Page 19
Story: Run Little Omega
CHAPTER 19
POV: Briar
Heat takes me like a forge fire—not the sudden flare of kindling catching, but the methodical, relentless build that turns solid metal molten.
The morning after my encounter with Cadeyrn dawns in waves of crimson and gold, the forest painted in hues that echo the rising temperature beneath my skin. I wake curled against the base of an ancient blackthorn, my clothes damp with sweat despite the cool morning air. Every inch of my body feels wrong—as if someone's taken a hammer to me, pounding all my nerve endings to the surface.
This isn't the gradual warming I've experienced until now. This is full heat—the biological imperative I've denied for eleven years finally unleashed, collecting its due with ruthless interest.
"Get up," I tell myself, voice sandpaper-rough from a night of restless dreams filled with ice-blue eyes and frost-touched skin. "Move. Now."
My body rebels instantly. As I try to stand, my legs buckle and shake, refusing to support my weight. A viscous warmth gathers uncomfortably between my thighs, making the fabric of my leggings cling in ways that announce my condition to any passing alpha. The hollow sensation deep in my core that began as mere discomfort has transformed into a vacuum that demands to be filled.
I grit my teeth and force myself upright, using the tree for support. The bark beneath my palm scrapes against me—each ridge and furrow distinct. When I finally manage to stand, the world tilts drunkenly around me, colors bleeding at the edges, scents so potent they're nearly visible.
The forest has transformed overnight—or perhaps it's my senses that have changed, heightened beyond human limitation. Silver leaves overhead gleam with the metallic luster of polished blades. The earth exhales aromas with each step—decay and growth and old magic twisting together. Even the air tastes different—richer, heavier, charged with information my mind struggles to process.
I catch my reflection in a dew-covered leaf and confirm my worst fear. The glamour spell flickers like a dying candle, my true copper hair breaking through Willow's platinum illusion before the magic struggles to reassert itself. My eyes flash between borrowed green and natural amber-gold, the spell’s deterioration visible even though the Hunt is only a little over halfway through.
"Just a little longer," I whisper to the failing spell.
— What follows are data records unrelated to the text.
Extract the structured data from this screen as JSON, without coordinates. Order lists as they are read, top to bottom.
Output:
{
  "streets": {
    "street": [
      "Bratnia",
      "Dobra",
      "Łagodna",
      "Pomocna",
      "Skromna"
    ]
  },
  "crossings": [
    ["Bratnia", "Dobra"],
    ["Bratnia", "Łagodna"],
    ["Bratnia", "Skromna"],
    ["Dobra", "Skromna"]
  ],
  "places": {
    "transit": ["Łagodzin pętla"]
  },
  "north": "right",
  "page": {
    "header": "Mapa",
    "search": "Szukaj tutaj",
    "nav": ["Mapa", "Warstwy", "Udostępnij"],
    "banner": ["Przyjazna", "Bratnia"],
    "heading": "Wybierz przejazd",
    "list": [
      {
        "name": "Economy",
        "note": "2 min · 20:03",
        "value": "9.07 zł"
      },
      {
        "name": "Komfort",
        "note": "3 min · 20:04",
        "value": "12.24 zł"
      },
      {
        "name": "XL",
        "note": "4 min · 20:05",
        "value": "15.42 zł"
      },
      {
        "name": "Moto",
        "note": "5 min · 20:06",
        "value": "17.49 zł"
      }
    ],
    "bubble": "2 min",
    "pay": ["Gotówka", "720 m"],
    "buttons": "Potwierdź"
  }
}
Iron doesn't beg, but here I am, pleading with magic as if it might listen.
Unbidden, memory surfaces—myself at twelve, curled into a tight ball beneath Fergus's workbench, terrified of the strange heat coursing through my blood. My first heat struck without warning, just days after my mother fell ill with the wasting sickness that would claim her within the week.
I had no idea what was happening to me. Mother had begun explaining omega biology—her gentle voice outlining changes that might someday come—but illness took her before she could properly prepare me. I only knew that something profound and frightening was transforming me from the inside.
Fergus found me there, his broad smith's face creased with concern.
"Ah, girl," he'd said, crouching to meet my eyes. "So that's how it is."
The kindness in his voice cracked something inside me. "What's happening?" I'd asked through confused tears. "I'm burning up."
"You're presenting as omega," he explained with smith's directness. "Your body's preparing itself for..." He'd hesitated, his discomfort evident. "For claiming. For bearing."
"The Hunt," I'd whispered, the word itself a curse in our border village.
His weathered hand had covered mine, surprisingly gentle. "There are ways to hide what you are," he'd said. "Iron dust in your soap will mask your scent. Shadowroot tea can suppress the heat cycles. It won't be easy, but—" His voice had grown fierce with sudden conviction. "I won't let them take you like they took my daughter."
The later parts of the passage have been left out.